Task description » Look for the string "mark" in the listing. Copy each line that has it.

Material supplied »
■ ■ ■ ■ ■ ■ ■

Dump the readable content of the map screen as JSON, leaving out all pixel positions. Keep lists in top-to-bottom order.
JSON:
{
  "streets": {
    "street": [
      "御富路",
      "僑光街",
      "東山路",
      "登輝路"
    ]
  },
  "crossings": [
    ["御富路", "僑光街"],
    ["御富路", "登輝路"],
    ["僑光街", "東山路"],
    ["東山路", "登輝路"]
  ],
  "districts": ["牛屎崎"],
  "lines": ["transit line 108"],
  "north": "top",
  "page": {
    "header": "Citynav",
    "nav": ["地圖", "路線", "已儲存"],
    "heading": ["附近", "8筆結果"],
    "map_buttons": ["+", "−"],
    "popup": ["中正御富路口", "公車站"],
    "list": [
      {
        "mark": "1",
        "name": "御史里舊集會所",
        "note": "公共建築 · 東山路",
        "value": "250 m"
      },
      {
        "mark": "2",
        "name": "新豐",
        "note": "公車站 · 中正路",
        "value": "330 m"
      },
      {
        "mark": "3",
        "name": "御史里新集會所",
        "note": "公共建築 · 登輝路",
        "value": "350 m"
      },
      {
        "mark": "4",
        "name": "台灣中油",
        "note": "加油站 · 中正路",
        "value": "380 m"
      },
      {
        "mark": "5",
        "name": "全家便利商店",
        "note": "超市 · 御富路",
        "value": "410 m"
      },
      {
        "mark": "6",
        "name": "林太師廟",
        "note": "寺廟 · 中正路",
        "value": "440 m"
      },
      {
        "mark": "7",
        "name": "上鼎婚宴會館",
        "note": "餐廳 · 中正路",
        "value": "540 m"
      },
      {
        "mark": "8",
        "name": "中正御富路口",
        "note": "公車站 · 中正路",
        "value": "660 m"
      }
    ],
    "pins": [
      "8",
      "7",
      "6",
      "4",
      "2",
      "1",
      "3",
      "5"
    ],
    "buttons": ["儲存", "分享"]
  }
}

■ ■ ■ ■ ■ ■ ■

Task answer »
        "mark": "1",
        "mark": "2",
        "mark": "3",
        "mark": "4",
        "mark": "5",
        "mark": "6",
        "mark": "7",
        "mark": "8",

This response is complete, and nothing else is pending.